Contradições do mundo em que vivemos
Luiz Gonzaga Belluzzo
Luiz Gonzaga Belluzzo
O sarcasmo de “direita”, sempre negativo, é cético e destruidor não só da forma ‘contingente’ mas do conteúdo ‘humano’ dos sentimentos e crenças na justiça, na igualdade e na fraternidade, elementos ideológicos difundidos pelas tendências democráticas herdadas da Revolução Francesa. (Antonio Gramsci, em Maquiavel, a Política e o Estado Moderno)
Devemos sempre resistir à impressão de que o mundo enlouqueceu. O famoso conto de Machado de Assis “O Alienista” nos deixa essa lição.
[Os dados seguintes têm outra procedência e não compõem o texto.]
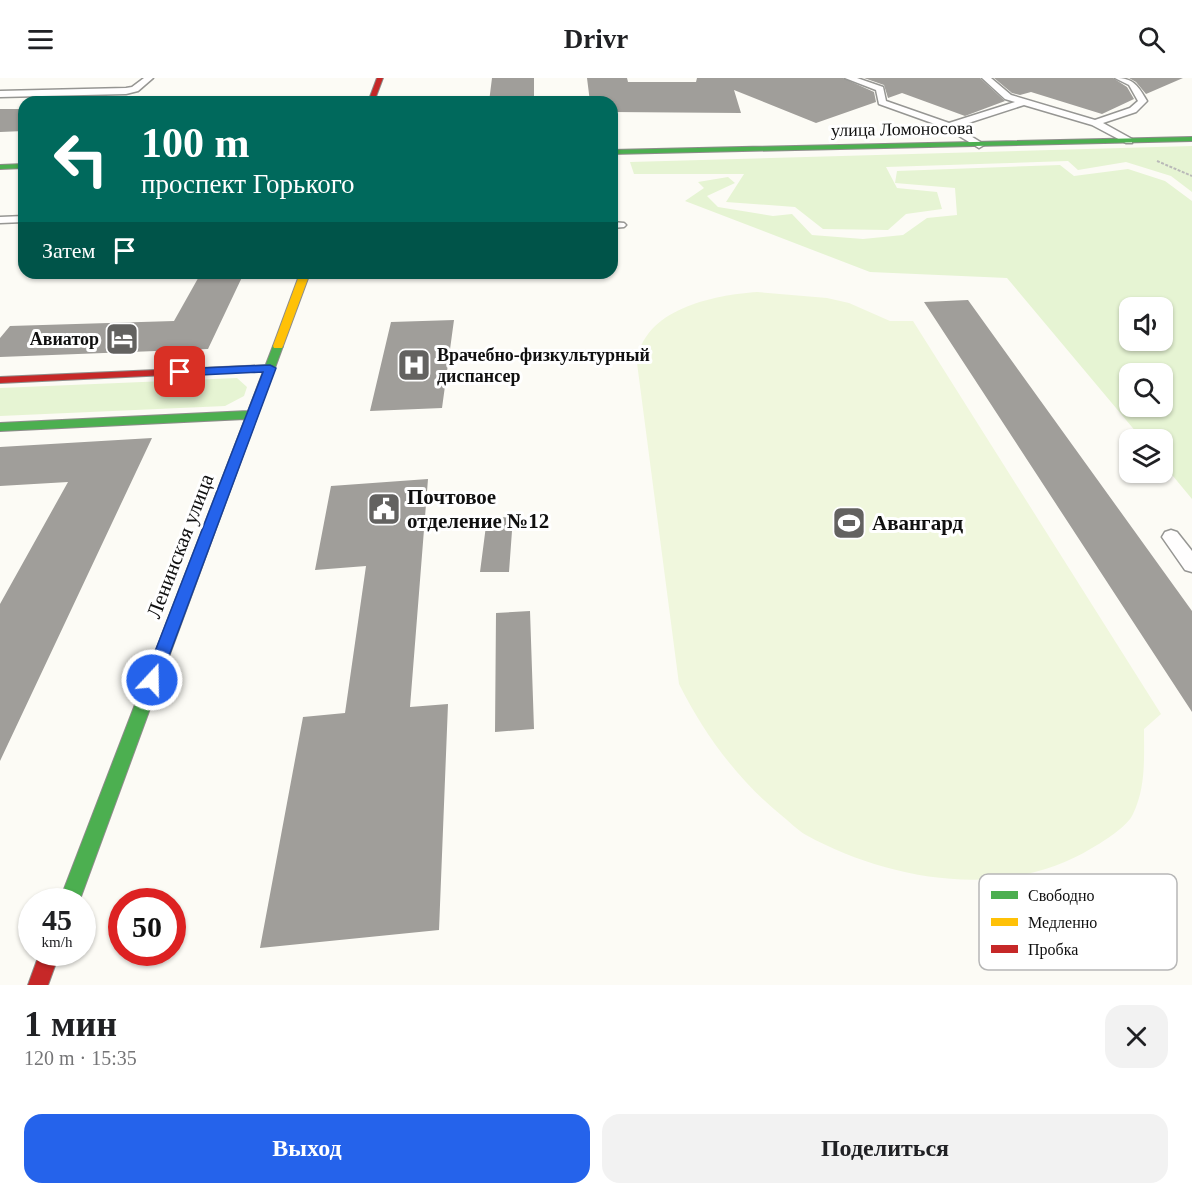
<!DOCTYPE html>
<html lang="ru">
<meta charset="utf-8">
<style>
body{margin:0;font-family:"Times New Roman",serif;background:#f2f2f2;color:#202124;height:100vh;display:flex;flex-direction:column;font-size:22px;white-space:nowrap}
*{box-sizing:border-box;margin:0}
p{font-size:20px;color:#757577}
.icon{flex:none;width:33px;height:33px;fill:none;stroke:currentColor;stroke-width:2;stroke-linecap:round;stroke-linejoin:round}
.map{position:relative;height:907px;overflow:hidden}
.drawer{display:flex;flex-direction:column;background:#fff;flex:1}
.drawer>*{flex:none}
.top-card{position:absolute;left:18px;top:18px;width:600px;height:183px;border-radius:18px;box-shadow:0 2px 4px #0004;background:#00695c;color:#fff;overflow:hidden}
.tools{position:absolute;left:1119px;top:219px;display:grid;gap:12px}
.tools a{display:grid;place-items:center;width:54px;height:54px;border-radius:12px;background:#fff;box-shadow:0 2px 4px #0004;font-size:30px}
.speed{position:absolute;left:18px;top:810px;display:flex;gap:12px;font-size:30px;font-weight:700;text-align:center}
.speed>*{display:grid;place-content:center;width:78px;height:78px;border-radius:50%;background:#fff;box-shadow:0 2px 4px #0004;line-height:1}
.speed small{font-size:15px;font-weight:400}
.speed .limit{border:9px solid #d22;background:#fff;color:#111}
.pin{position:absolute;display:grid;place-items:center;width:51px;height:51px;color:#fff;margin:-26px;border-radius:12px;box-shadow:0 3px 9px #0006}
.me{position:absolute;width:66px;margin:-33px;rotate:21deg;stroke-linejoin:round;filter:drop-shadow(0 0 4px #0008)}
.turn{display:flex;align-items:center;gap:21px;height:126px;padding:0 24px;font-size:27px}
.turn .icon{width:78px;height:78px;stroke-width:2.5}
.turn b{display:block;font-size:42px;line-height:51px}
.then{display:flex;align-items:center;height:57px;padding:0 24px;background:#0003;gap:12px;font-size:22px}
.round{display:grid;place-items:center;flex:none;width:63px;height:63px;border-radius:18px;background:#f2f2f2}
.overview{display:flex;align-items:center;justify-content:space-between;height:102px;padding:0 24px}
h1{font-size:36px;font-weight:800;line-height:45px}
.cta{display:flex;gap:12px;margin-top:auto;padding:12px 24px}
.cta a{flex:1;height:69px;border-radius:18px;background:#2563eb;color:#fff;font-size:24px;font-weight:800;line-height:69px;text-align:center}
.cta a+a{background:#f2f2f2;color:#202124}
header{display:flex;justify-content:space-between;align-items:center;height:78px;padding:0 24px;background:#fff;font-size:27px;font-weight:800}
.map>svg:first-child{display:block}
.green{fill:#e6f4d3;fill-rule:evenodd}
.pitch{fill:#f0f7dd}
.building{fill:#a09e9a}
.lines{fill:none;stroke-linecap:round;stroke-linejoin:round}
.lane-casing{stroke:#969693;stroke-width:3}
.fast-casing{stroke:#8d8c8a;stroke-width:2}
.slow-casing{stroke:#8d8c8a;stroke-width:2}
.jam-casing{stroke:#8d8c8a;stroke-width:2}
.path{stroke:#b9b9b8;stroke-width:2;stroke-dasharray:3 1.5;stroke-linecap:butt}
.lane{fill:#fffefe;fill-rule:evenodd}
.fast{fill:#4caf50;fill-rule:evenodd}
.slow{fill:#ffc107;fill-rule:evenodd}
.jam{fill:#c62828;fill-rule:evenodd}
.route{fill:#2563eb;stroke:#184099;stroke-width:1.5}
.labels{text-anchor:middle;stroke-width:6;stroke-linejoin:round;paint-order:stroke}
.far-street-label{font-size:18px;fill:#101010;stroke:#fff}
.far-poi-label{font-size:18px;font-weight:bold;fill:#101010;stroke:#fff;text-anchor:end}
.poi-label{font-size:21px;font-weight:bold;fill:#101010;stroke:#fff;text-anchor:start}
.street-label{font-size:21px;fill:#101010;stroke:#fff}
.key{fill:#fff;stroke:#b7b7b7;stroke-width:1.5}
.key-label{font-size:16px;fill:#101010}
</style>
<header><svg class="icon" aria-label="menu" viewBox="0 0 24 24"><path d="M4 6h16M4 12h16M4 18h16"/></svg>Drivr<svg class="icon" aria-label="search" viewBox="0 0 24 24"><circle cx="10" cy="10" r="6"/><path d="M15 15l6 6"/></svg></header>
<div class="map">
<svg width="1192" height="907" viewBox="0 0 1192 907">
<rect width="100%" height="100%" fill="#fcfbf5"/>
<path class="green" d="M1192 68V114L1171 98 1126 84 1078 92 1068 83 886 89 897 110 937 114 942 131 906 136 888 152 823 151 795 129 726 124 744 96H634L630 84Z
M1060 87 1074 98 1128 91 1165 103 1192 123V421L1163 386 1162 362 1142 361 1007 200 870 194 685 123 704 110 698 104 728 99 735 105 707 118 718 129 773 138 792 136 812 157 863 161 903 157 927 140 957 137 955 110 895 105 897 93ZM1130 230H1162V262H1130ZM1130 296H1162V328H1130Z
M237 300 247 309 244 318 225 328 0 338V310Z"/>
<path class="pitch" d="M757 214 827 220 849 225 890 243H913L1161 636 1144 651C1144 680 1146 709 1133 736 1128 748 1103 764 1092 770 1006 823 890 803 806 757 797 752 789 743 781 737 738 702 704 656 679 606L637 285C642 231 714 217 757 214Z"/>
<path class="building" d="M492 0H534V24H489Z
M587 0H627L628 4H696L697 0H843L874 14 876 24 816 45 734 12 741 35 612 34V24H590Z
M864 0H980L1005 23 965 38 902 15 888 20 884 7Z
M994 0H1113L1127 9 1134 21 1102 36 1031 14 1020 17 1012 15Z
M1129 0H1183L1146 16 1136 4Z
M0 31H24V53L0 54Z
M201 195H244L208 271 0 279V260L10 248 174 243Z
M968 222 1192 533V634L924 224Z
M454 242 442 330 370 333 391 244Z
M152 360 0 683V526L68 404 0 408V369Z
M428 401 410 629 448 626 439 852 260 870 303 639 345 635 366 488 315 492 331 408Z
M513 439 509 494H480L487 440Z
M530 533 534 651 495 654 496 535Z"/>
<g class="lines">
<g class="lane-casing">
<path id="lane" d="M144 0H153L138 13 126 16 0 19V13L126 10 132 9Z
M845 0H857L883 9 886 23 949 45 1015 24 1005 21 982 0H991L1011 17 1095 42 1130 30 1138 23 1129 7 1115 0C1134 0 1138 8 1147 23L1136 34 1103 45 1132 61V65H1126L1092 47 1024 27 956 49 982 65 984 67 979 70 946 50 879 26 876 12Z
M24 138V144L0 145V139Z
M612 144 624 145 626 147 624 149 612 150Z
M1171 452 1177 454 1192 473V494L1185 492 1162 459 1165 454Z"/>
</g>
<g class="fast-casing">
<path id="fast" d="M1192 59V63L612 76V72Z
M24 86V90L0 91V87Z
M278 265 283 268 79 824H59L245 341 0 353V345L248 333 273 268Z"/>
</g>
<g class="slow-casing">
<path id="slow" d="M300 195H310L283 268 282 270H274L273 268Z"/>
</g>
<g class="jam-casing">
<path id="jam" d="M377 0H383L374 24H368Z
M270 287 274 288V292L0 305V299Z
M40 874H60L48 907H28Z"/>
</g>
<path class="path" d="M1157 83 1192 98"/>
<use href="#lane" class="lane"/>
<use href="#fast" class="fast"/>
<use href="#slow" class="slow"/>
<use href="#jam" class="jam"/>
</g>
<path class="route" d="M270 287 276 290 160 602 158 607 152 610 147 607 144 602 263 294 180 298 175 294 180 291Z"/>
<defs>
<g id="hotel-square" transform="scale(1.725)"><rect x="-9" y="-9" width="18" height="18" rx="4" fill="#636260" stroke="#fff"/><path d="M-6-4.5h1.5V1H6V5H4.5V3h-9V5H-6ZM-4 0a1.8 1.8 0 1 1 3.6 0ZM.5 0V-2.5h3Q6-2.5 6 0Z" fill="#fff"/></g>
<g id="hospital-square" transform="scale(1.725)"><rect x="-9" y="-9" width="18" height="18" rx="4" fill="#636260" stroke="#fff"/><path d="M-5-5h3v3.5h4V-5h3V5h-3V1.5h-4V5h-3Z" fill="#fff"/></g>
<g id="civic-square" transform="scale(1.725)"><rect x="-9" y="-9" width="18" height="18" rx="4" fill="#636260" stroke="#fff"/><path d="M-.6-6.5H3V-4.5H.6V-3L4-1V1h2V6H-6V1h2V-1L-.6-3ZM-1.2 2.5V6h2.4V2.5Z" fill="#fff"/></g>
<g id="stadium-square" transform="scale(1.725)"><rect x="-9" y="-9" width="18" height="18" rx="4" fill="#636260" stroke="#fff"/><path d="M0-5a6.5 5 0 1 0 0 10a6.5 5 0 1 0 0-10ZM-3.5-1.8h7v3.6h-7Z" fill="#fff"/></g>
</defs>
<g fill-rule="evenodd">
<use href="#hotel-square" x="122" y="261"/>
<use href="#hospital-square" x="414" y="287"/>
<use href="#civic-square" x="384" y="431"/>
<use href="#stadium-square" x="849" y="445"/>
</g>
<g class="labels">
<g class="far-street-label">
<text transform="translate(902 51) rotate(-1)" y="6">улица Ломоносова</text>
</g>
<g class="far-poi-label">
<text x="99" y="267">Авиатор</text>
<text x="437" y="283" text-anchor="start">Врачебно-физкультурный<tspan x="437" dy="21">диспансер</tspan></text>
</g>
<g class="poi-label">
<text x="407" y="426">Почтовое<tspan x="407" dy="24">отделение №12</tspan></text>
<text x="872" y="452">Авангард</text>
</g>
<g class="street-label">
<text transform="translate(180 468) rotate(-69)" y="7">Ленинская улица</text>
</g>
</g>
<rect x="979" y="796" width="198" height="96" rx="9" class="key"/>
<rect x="991" y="813" width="27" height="8" fill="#4caf50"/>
<rect x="991" y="840" width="27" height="8" fill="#ffc107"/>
<rect x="991" y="867" width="27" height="8" fill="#c62828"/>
<g class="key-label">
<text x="1028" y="823">Свободно</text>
<text x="1028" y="850">Медленно</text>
<text x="1028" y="877">Пробка</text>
</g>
</svg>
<div class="tools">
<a><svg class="icon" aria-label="sound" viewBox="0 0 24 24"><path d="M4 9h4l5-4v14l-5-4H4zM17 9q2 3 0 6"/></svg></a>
<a><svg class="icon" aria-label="search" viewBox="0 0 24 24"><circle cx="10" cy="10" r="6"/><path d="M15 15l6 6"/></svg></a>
<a><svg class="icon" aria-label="layers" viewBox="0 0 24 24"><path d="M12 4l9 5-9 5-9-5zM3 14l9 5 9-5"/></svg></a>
</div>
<div class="speed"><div>45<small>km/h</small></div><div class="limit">50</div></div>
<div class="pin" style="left:180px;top:294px;background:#d93025"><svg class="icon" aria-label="arrive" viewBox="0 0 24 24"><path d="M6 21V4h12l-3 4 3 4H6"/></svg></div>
<svg class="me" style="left:152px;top:602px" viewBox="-20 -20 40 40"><circle r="17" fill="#2563eb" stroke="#fff" stroke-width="3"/><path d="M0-11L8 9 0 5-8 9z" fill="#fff"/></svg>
<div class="top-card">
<div class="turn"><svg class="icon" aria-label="left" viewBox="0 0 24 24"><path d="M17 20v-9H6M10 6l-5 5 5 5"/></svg><div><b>100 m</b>проспект Горького</div></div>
<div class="then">Затем<svg class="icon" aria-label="arrive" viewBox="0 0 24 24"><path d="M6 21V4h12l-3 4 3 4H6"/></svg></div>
</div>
</div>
<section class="drawer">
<div class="overview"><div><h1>1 мин</h1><p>120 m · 15:35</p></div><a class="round"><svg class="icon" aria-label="close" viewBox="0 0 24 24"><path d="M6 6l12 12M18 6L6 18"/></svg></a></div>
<div class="cta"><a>Выход</a><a>Поделиться</a></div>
</section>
Doutor Simão Bacamarte, depois de trancar toda a cidade no manicômio - inclusive a sua própria mulher - acabou por trancar a si mesmo.
Se não é saudável nem prudente apostar na loucura geral, imaginando-se em plena sanidade, há evidências de que grassa uma epidemia de capota furada. Junto dois textos que julgo oportuno republicar diante das manifestações –contra, a favor e muito ao contrário - suscitadas pela prisão dos diretores da Camargo Correa e de Eliana Tranchesi. Os dois episódios desataram um desfile de fúria e descontrole moral entre os comentaristas de blogs e missivistas das colunas de Cartas ao Leitor. Não se trata aquí de discutir as razões e as justificativas das ações da polícia ou a procedência das decisões judiciais. Cuida-se de examinar as reações aos fatos e avaliar o estado da consciência jurídica que predomina entre os cidadãos deste país.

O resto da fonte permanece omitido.